Create multiple new columns for pandas dataframe with apply + fu

ghz 12hours ago ⋅ 3 views

Create multiple new columns for pandas dataframe with apply + function

I have a pandas dataframe df of the following shape: (763, 65)

I use the following code to create 4 new columns:

df[['col1', 'col2', 'col3','col4']] = df.apply(myFunc, axis=1)

def myFunc(row):
    #code to get some result from another dataframe
    return result1, result2, result3, result4

The shape of the dataframe which is returned in myFunc is (1, 4). The code runs into the following error:

ValueError: Shape of passed values is (763, 4), indices imply (763, 65)

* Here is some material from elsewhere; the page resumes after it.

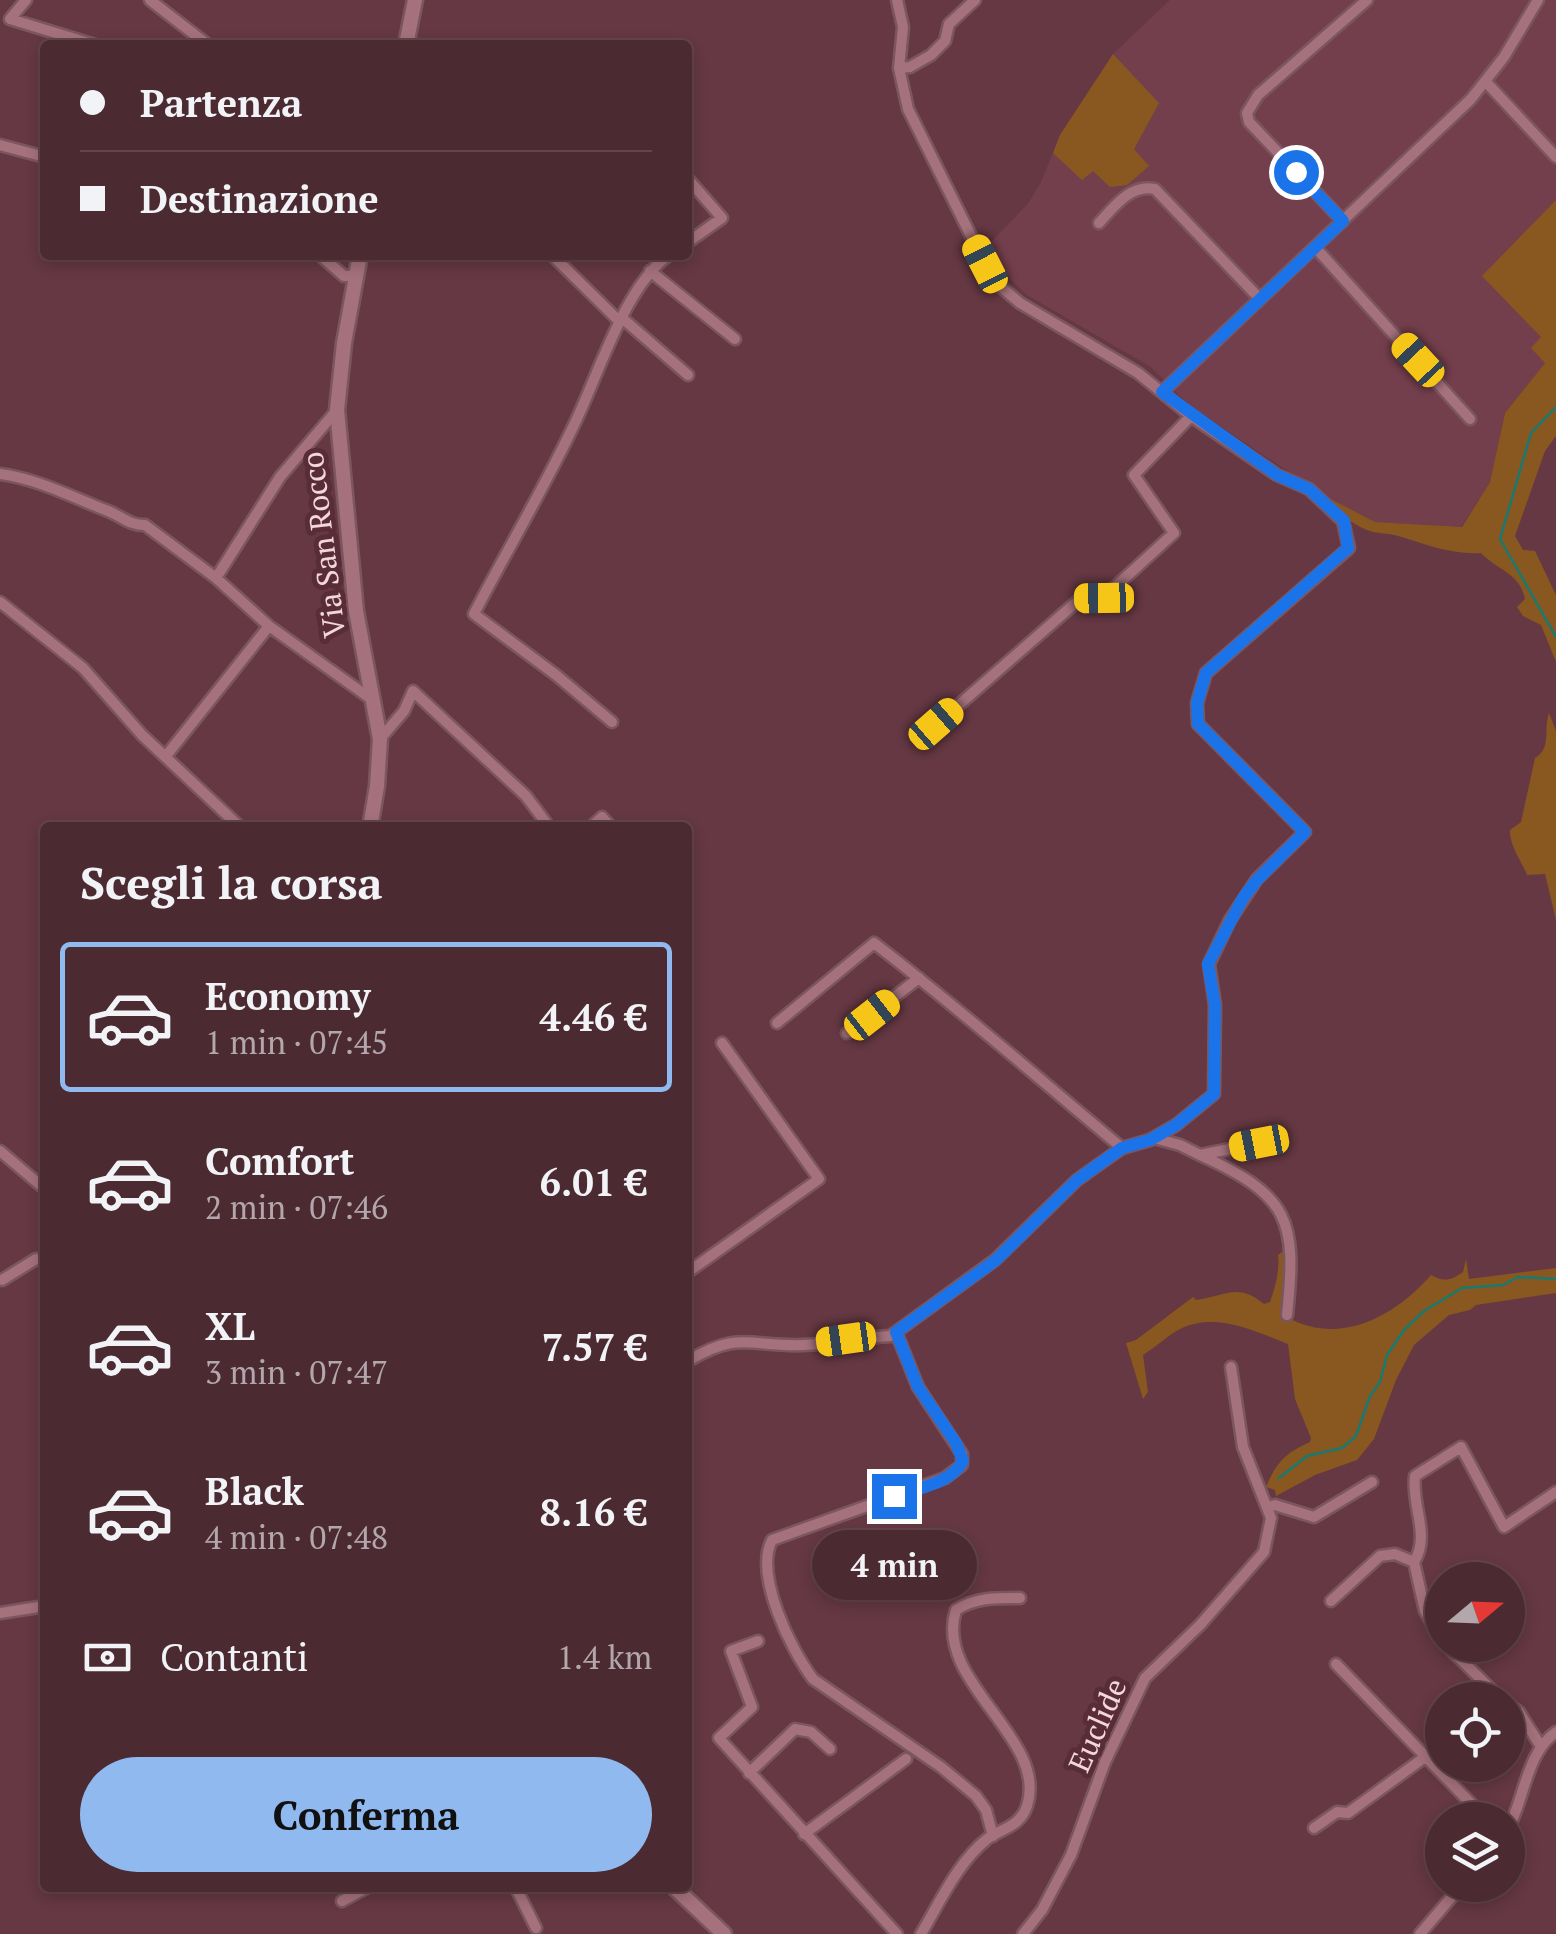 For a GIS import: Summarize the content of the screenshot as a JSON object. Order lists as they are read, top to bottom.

I know that df has 65 columns and that the returned data from myFunc only has 4 columns. However, I only want to create the 4 new columns (that is, col1, col2, etc.), so in my opinion the code is correct when it only returns 4 columns in myFunc. What am I doing wrong?

Answer

The error you're encountering happens because you're using apply() incorrectly when attempting to assign the result to the new columns col1, col2, col3, and col4. The issue stems from the fact that df.apply() returns a Series or DataFrame for each row, but it tries to align the result with the entire DataFrame.

To fix this, you need to make sure that df.apply() returns a DataFrame with the exact shape that you expect, i.e., with 4 columns (the new columns you're creating). Here's how to resolve the problem:

Correct Approach:

You should ensure that the function myFunc() returns a tuple or a list with 4 values for each row, which will then be expanded into the 4 columns. You can either return the tuple or a pandas Series object in myFunc(). This allows the result of the apply() method to be correctly assigned to the new columns.

Solution:

import pandas as pd

# Sample DataFrame with shape (763, 65)
df = pd.DataFrame([[i] * 65 for i in range(763)], columns=[f"col{i}" for i in range(65)])

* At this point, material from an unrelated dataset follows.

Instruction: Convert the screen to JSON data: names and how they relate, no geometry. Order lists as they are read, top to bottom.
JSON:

# Define your function to return a tuple of 4 values
def myFunc(row):
    # Assuming you are doing some operations and returning 4 values
    result1 = row[0] * 2  # Replace with actual logic
    result2 = row[1] * 3  # Replace with actual logic
    result3 = row[2] * 4  # Replace with actual logic
    result4 = row[3] * 5  # Replace with actual logic
    return result1, result2, result3, result4

# Apply the function to each row and assign the result to the new columns
df[['col1', 'col2', 'col3', 'col4']] = df.apply(lambda row: pd.Series(myFunc(row)), axis=1)

# Check the result
print(df.head())

Explanation:

  1. myFunc(row): This function takes a row from the DataFrame and returns a tuple of 4 values, which you want to assign to the new columns col1, col2, col3, and col4.

  2. df.apply(): We use df.apply(lambda row: pd.Series(myFunc(row)), axis=1) to apply myFunc() to each row. The result of myFunc(row) is wrapped in a pd.Series() so that apply() can properly expand it into separate columns for each row.

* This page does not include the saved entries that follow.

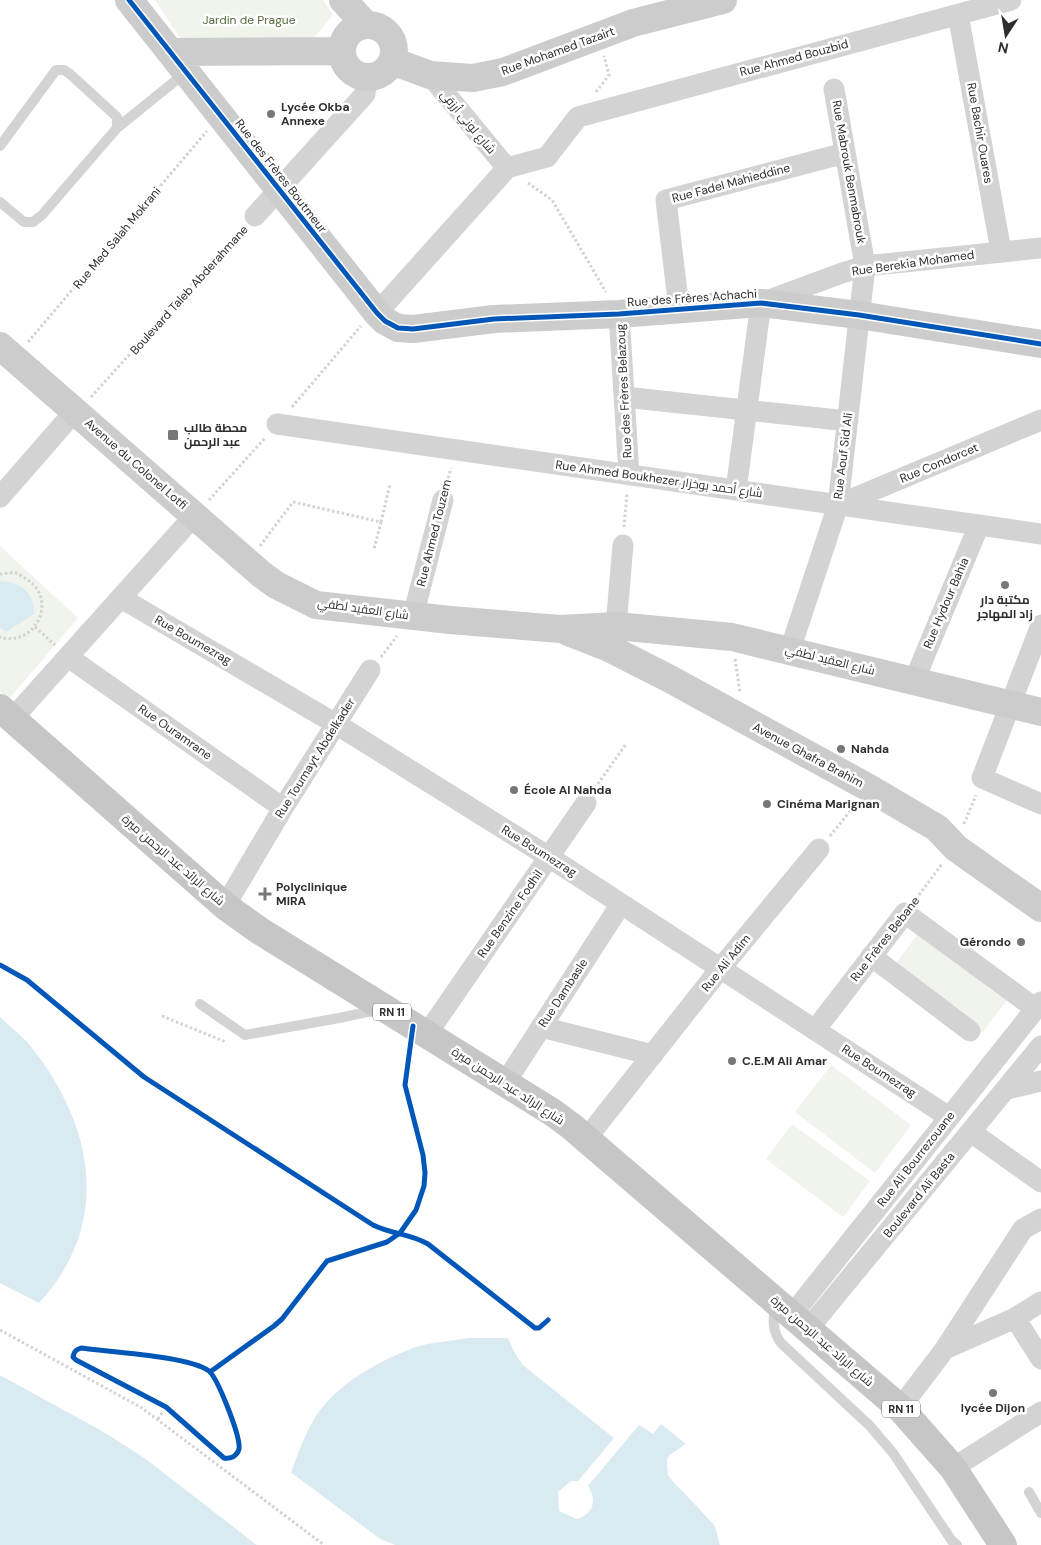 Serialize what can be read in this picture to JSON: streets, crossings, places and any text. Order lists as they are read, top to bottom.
{
  "streets": {
    "main road": ["شارع الرائد عبد الرحمن ميرة", "RN 11"],
    "street": [
      "Rue Mohamed Tazairt",
      "Rue Ahmed Bouzbid",
      "شارع لوني أرزقي",
      "Rue Bachir Ouares",
      "Rue Mabrouk Benmabrouk",
      "Rue des Frères Boutmeur",
      "Rue Fadel Mahieddine",
      "Rue Berekia Mohamed",
      "Boulevard Taleb Abderahmane",
      "Rue des Frères Achachi",
      "Rue des Frères Belazoug",
      "Rue Aouf Sid Ali",
      "Rue Condorcet",
      "Avenue du Colonel Lotfi",
      "Rue Ahmed Boukhezer شارع أحمد بوخزار",
      "Rue Ahmed Touzem",
      "Rue Hydour Bahia",
      "شارع العقيد لطفي",
      "Rue Boumezrag",
      "Rue Ouramrane",
      "Avenue Ghafra Brahim",
      "Rue Toumayt Abdelkader",
      "Rue Benzine Fodhil",
      "Rue Frères Bebane",
      "Rue Ali Adim",
      "Rue Dambasle",
      "Rue Ali Bourrezouane",
      "Boulevard Ali Basta"
    ],
    "path": ["Rue Med Salah Mokrani"]
  },
  "crossings": [
    ["Rue Mohamed Tazairt", "شارع لوني أرزقي"],
    ["Rue Mohamed Tazairt", "Boulevard Taleb Abderahmane"],
    ["Rue Ahmed Bouzbid", "Rue Bachir Ouares"],
    ["شارع لوني أرزقي", "Rue des Frères Belazoug"],
    ["Rue Bachir Ouares", "Rue Berekia Mohamed"],
    ["Rue Mabrouk Benmabrouk", "Rue Fadel Mahieddine"],
    ["Rue Mabrouk Benmabrouk", "Rue Berekia Mohamed"],
    ["Rue Mabrouk Benmabrouk", "Rue des Frères Achachi"],
    ["Rue Mabrouk Benmabrouk", "Rue Aouf Sid Ali"],
    ["Rue des Frères Boutmeur", "Rue Med Salah Mokrani"],
    ["Rue des Frères Boutmeur", "Boulevard Taleb Abderahmane"],
    ["Rue des Frères Boutmeur", "Rue des Frères Achachi"],
    ["Rue Fadel Mahieddine", "Rue des Frères Achachi"],
    ["Rue Med Salah Mokrani", "Avenue du Colonel Lotfi"],
    ["Rue Berekia Mohamed", "Rue des Frères Achachi"],
    ["Boulevard Taleb Abderahmane", "Avenue du Colonel Lotfi"],
    ["Rue des Frères Achachi", "Rue des Frères Belazoug"],
    ["Rue des Frères Achachi", "Rue Aouf Sid Ali"],
    ["Rue des Frères Belazoug", "Rue Ahmed Boukhezer شارع أحمد بوخزار"],
    ["Rue Aouf Sid Ali", "Rue Condorcet"],
    ["Rue Aouf Sid Ali", "Rue Ahmed Boukhezer شارع أحمد بوخزار"],
    ["Rue Aouf Sid Ali", "شارع العقيد لطفي"],
    ["Rue Condorcet", "Rue Ahmed Boukhezer شارع أحمد بوخزار"],
    ["Avenue du Colonel Lotfi", "شارع العقيد لطفي"],
    ["Rue Ahmed Boukhezer شارع أحمد بوخزار", "Rue Ahmed Touzem"],
    ["Rue Ahmed Boukhezer شارع أحمد بوخزار", "Rue Hydour Bahia"],
    ["Rue Ahmed Touzem", "شارع العقيد لطفي"],
    ["Rue Hydour Bahia", "شارع العقيد لطفي"],
    ["شارع العقيد لطفي", "Avenue Ghafra Brahim"],
    ["Rue Boumezrag", "Rue Toumayt Abdelkader"],
    ["Rue Boumezrag", "Rue Benzine Fodhil"],
    ["Rue Boumezrag", "Rue Frères Bebane"],
    ["Rue Boumezrag", "Rue Ali Adim"],
    ["Rue Boumezrag", "Rue Dambasle"],
    ["Rue Boumezrag", "Rue Ali Bourrezouane"],
    ["Rue Ouramrane", "Rue Toumayt Abdelkader"],
    ["Avenue Ghafra Brahim", "Rue Frères Bebane"],
    ["Rue Toumayt Abdelkader", "شارع الرائد عبد الرحمن ميرة"],
    ["شارع الرائد عبد الرحمن ميرة", "Rue Benzine Fodhil"],
    ["شارع الرائد عبد الرحمن ميرة", "Rue Ali Adim"],
    ["شارع الرائد عبد الرحمن ميرة", "Rue Dambasle"],
    ["شارع الرائد عبد الرحمن ميرة", "Rue Ali Bourrezouane"],
    ["شارع الرائد عبد الرحمن ميرة", "Boulevard Ali Basta"],
    ["Rue Ali Bourrezouane", "Boulevard Ali Basta"]
  ],
  "parks": ["Jardin de Prague"],
  "places": {
    "other": [
      "Lycée Okba Annexe",
      "مكتبة دار زاد المهاجر",
      "Nahda",
      "École Al Nahda",
      "Cinéma Marignan",
      "Gérondo",
      "C.E.M Ali Amar",
      "lycée Dijon"
    ],
    "transit": ["محطة طالب عبد الرحمن"],
    "health": ["Polyclinique MIRA"]
  },
  "north": "bottom"
}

    • The axis=1 argument tells apply() to operate row-wise (i.e., apply myFunc() to each row).
    • The result from myFunc(row) (which is a tuple) is converted into a pandas Series object so that it can be correctly assigned to multiple columns.
  3. Assigning to new columns: The output of df.apply() is a DataFrame with 4 columns, which is assigned to df[['col1', 'col2', 'col3', 'col4']].

This should resolve the ValueError and correctly add the 4 new columns to your DataFrame.